**PROBLEM TO SOLVE:** An exact reprint of all the records is the expected answer.

**THE DATA:**
....

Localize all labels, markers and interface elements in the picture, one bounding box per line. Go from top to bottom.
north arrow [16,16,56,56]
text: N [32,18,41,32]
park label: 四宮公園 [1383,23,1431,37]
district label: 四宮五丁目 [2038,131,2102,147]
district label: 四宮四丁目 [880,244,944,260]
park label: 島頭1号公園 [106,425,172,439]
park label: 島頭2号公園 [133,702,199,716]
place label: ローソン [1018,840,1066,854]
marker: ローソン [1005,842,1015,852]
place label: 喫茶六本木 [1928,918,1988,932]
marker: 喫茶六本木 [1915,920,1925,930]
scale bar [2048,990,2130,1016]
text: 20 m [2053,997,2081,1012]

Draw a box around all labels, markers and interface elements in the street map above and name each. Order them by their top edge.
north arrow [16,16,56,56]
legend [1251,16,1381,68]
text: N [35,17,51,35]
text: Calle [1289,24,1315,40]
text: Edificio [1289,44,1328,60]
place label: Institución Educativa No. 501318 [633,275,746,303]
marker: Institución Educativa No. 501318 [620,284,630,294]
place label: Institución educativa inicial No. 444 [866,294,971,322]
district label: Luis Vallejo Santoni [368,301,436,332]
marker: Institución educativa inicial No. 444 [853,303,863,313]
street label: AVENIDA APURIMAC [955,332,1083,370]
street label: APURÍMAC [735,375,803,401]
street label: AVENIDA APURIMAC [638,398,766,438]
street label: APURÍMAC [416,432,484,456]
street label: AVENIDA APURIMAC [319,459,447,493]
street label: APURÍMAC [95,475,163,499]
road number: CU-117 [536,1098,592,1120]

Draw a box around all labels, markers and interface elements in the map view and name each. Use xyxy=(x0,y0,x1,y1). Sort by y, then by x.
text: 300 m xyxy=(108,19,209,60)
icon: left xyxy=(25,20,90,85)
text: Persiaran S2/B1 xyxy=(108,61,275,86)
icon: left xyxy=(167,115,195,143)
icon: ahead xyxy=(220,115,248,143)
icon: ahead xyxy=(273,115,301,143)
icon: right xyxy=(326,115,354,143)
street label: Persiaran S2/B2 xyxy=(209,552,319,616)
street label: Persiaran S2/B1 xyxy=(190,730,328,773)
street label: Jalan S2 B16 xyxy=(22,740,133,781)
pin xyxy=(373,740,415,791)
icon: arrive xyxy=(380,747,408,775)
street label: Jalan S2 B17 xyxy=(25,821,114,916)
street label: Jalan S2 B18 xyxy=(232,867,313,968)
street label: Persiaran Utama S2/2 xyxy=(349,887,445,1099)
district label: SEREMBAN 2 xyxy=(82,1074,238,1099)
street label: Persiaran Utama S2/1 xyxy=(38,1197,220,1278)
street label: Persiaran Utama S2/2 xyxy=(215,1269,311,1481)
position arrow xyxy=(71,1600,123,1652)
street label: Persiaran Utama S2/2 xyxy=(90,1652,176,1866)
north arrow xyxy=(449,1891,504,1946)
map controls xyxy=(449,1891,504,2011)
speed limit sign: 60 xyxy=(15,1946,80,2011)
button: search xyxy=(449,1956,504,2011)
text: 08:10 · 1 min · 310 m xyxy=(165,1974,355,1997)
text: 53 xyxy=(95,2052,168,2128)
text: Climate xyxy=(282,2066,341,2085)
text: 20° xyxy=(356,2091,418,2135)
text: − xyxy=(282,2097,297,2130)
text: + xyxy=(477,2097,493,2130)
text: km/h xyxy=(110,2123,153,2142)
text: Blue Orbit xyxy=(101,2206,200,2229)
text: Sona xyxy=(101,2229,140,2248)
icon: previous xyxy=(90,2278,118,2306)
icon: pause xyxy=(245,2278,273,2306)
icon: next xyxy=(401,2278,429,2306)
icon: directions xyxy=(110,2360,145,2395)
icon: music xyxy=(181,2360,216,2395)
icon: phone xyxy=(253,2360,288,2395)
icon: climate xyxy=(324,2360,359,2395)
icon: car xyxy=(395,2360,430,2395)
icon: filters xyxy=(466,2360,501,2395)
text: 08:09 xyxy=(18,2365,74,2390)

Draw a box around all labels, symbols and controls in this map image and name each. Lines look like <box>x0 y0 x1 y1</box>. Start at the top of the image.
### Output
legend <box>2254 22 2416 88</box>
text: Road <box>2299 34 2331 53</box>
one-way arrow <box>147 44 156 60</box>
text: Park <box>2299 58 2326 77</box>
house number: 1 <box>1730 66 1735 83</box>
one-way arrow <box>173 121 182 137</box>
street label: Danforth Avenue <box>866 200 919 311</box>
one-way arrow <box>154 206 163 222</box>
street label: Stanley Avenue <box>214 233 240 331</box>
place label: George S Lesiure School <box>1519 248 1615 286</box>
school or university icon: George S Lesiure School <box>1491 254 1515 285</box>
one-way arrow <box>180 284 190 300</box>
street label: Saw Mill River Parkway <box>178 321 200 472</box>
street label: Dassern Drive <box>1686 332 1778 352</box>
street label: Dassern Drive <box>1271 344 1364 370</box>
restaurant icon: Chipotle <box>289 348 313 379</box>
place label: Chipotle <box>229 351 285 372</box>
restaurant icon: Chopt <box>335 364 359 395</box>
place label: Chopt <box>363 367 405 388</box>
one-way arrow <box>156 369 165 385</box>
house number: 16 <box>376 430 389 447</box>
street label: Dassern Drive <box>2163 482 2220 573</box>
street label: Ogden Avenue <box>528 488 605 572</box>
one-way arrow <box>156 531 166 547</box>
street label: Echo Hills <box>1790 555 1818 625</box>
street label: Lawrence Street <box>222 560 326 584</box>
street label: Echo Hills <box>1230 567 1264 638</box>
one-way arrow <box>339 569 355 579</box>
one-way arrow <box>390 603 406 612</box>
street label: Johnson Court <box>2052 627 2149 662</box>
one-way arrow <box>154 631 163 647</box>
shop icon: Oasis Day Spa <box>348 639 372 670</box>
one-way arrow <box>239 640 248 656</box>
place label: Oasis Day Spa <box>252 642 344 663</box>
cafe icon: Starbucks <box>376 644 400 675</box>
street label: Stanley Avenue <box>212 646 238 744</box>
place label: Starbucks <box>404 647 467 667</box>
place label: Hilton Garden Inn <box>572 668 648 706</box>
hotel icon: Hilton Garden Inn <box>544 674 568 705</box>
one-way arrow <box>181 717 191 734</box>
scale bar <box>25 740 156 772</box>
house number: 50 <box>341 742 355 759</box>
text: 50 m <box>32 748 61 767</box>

....

**RESPONSE AREA:**
Localize all labels, markers and interface elements in the picture, one bounding box per line. Go from top to bottom.
north arrow [16,16,56,56]
text: N [32,18,41,32]
park label: 四宮公園 [1383,23,1431,37]
district label: 四宮五丁目 [2038,131,2102,147]
district label: 四宮四丁目 [880,244,944,260]
park label: 島頭1号公園 [106,425,172,439]
park label: 島頭2号公園 [133,702,199,716]
place label: ローソン [1018,840,1066,854]
marker: ローソン [1005,842,1015,852]
place label: 喫茶六本木 [1928,918,1988,932]
marker: 喫茶六本木 [1915,920,1925,930]
scale bar [2048,990,2130,1016]
text: 20 m [2053,997,2081,1012]

Draw a box around all labels, markers and interface elements in the street map above and name each. Order them by their top edge.
north arrow [16,16,56,56]
legend [1251,16,1381,68]
text: N [35,17,51,35]
text: Calle [1289,24,1315,40]
text: Edificio [1289,44,1328,60]
place label: Institución Educativa No. 501318 [633,275,746,303]
marker: Institución Educativa No. 501318 [620,284,630,294]
place label: Institución educativa inicial No. 444 [866,294,971,322]
district label: Luis Vallejo Santoni [368,301,436,332]
marker: Institución educativa inicial No. 444 [853,303,863,313]
street label: AVENIDA APURIMAC [955,332,1083,370]
street label: APURÍMAC [735,375,803,401]
street label: AVENIDA APURIMAC [638,398,766,438]
street label: APURÍMAC [416,432,484,456]
street label: AVENIDA APURIMAC [319,459,447,493]
street label: APURÍMAC [95,475,163,499]
road number: CU-117 [536,1098,592,1120]

Draw a box around all labels, markers and interface elements in the map view and name each. Use xyxy=(x0,y0,x1,y1). Sort by y, then by x.
text: 300 m xyxy=(108,19,209,60)
icon: left xyxy=(25,20,90,85)
text: Persiaran S2/B1 xyxy=(108,61,275,86)
icon: left xyxy=(167,115,195,143)
icon: ahead xyxy=(220,115,248,143)
icon: ahead xyxy=(273,115,301,143)
icon: right xyxy=(326,115,354,143)
street label: Persiaran S2/B2 xyxy=(209,552,319,616)
street label: Persiaran S2/B1 xyxy=(190,730,328,773)
street label: Jalan S2 B16 xyxy=(22,740,133,781)
pin xyxy=(373,740,415,791)
icon: arrive xyxy=(380,747,408,775)
street label: Jalan S2 B17 xyxy=(25,821,114,916)
street label: Jalan S2 B18 xyxy=(232,867,313,968)
street label: Persiaran Utama S2/2 xyxy=(349,887,445,1099)
district label: SEREMBAN 2 xyxy=(82,1074,238,1099)
street label: Persiaran Utama S2/1 xyxy=(38,1197,220,1278)
street label: Persiaran Utama S2/2 xyxy=(215,1269,311,1481)
position arrow xyxy=(71,1600,123,1652)
street label: Persiaran Utama S2/2 xyxy=(90,1652,176,1866)
north arrow xyxy=(449,1891,504,1946)
map controls xyxy=(449,1891,504,2011)
speed limit sign: 60 xyxy=(15,1946,80,2011)
button: search xyxy=(449,1956,504,2011)
text: 08:10 · 1 min · 310 m xyxy=(165,1974,355,1997)
text: 53 xyxy=(95,2052,168,2128)
text: Climate xyxy=(282,2066,341,2085)
text: 20° xyxy=(356,2091,418,2135)
text: − xyxy=(282,2097,297,2130)
text: + xyxy=(477,2097,493,2130)
text: km/h xyxy=(110,2123,153,2142)
text: Blue Orbit xyxy=(101,2206,200,2229)
text: Sona xyxy=(101,2229,140,2248)
icon: previous xyxy=(90,2278,118,2306)
icon: pause xyxy=(245,2278,273,2306)
icon: next xyxy=(401,2278,429,2306)
icon: directions xyxy=(110,2360,145,2395)
icon: music xyxy=(181,2360,216,2395)
icon: phone xyxy=(253,2360,288,2395)
icon: climate xyxy=(324,2360,359,2395)
icon: car xyxy=(395,2360,430,2395)
icon: filters xyxy=(466,2360,501,2395)
text: 08:09 xyxy=(18,2365,74,2390)

Draw a box around all labels, symbols and controls in this map image and name each. Lines look like <box>x0 y0 x1 y1</box>. Start at the top of the image.
### Output
legend <box>2254 22 2416 88</box>
text: Road <box>2299 34 2331 53</box>
one-way arrow <box>147 44 156 60</box>
text: Park <box>2299 58 2326 77</box>
house number: 1 <box>1730 66 1735 83</box>
one-way arrow <box>173 121 182 137</box>
street label: Danforth Avenue <box>866 200 919 311</box>
one-way arrow <box>154 206 163 222</box>
street label: Stanley Avenue <box>214 233 240 331</box>
place label: George S Lesiure School <box>1519 248 1615 286</box>
school or university icon: George S Lesiure School <box>1491 254 1515 285</box>
one-way arrow <box>180 284 190 300</box>
street label: Saw Mill River Parkway <box>178 321 200 472</box>
street label: Dassern Drive <box>1686 332 1778 352</box>
street label: Dassern Drive <box>1271 344 1364 370</box>
restaurant icon: Chipotle <box>289 348 313 379</box>
place label: Chipotle <box>229 351 285 372</box>
restaurant icon: Chopt <box>335 364 359 395</box>
place label: Chopt <box>363 367 405 388</box>
one-way arrow <box>156 369 165 385</box>
house number: 16 <box>376 430 389 447</box>
street label: Dassern Drive <box>2163 482 2220 573</box>
street label: Ogden Avenue <box>528 488 605 572</box>
one-way arrow <box>156 531 166 547</box>
street label: Echo Hills <box>1790 555 1818 625</box>
street label: Lawrence Street <box>222 560 326 584</box>
street label: Echo Hills <box>1230 567 1264 638</box>
one-way arrow <box>339 569 355 579</box>
one-way arrow <box>390 603 406 612</box>
street label: Johnson Court <box>2052 627 2149 662</box>
one-way arrow <box>154 631 163 647</box>
shop icon: Oasis Day Spa <box>348 639 372 670</box>
one-way arrow <box>239 640 248 656</box>
place label: Oasis Day Spa <box>252 642 344 663</box>
cafe icon: Starbucks <box>376 644 400 675</box>
street label: Stanley Avenue <box>212 646 238 744</box>
place label: Starbucks <box>404 647 467 667</box>
place label: Hilton Garden Inn <box>572 668 648 706</box>
hotel icon: Hilton Garden Inn <box>544 674 568 705</box>
one-way arrow <box>181 717 191 734</box>
scale bar <box>25 740 156 772</box>
house number: 50 <box>341 742 355 759</box>
text: 50 m <box>32 748 61 767</box>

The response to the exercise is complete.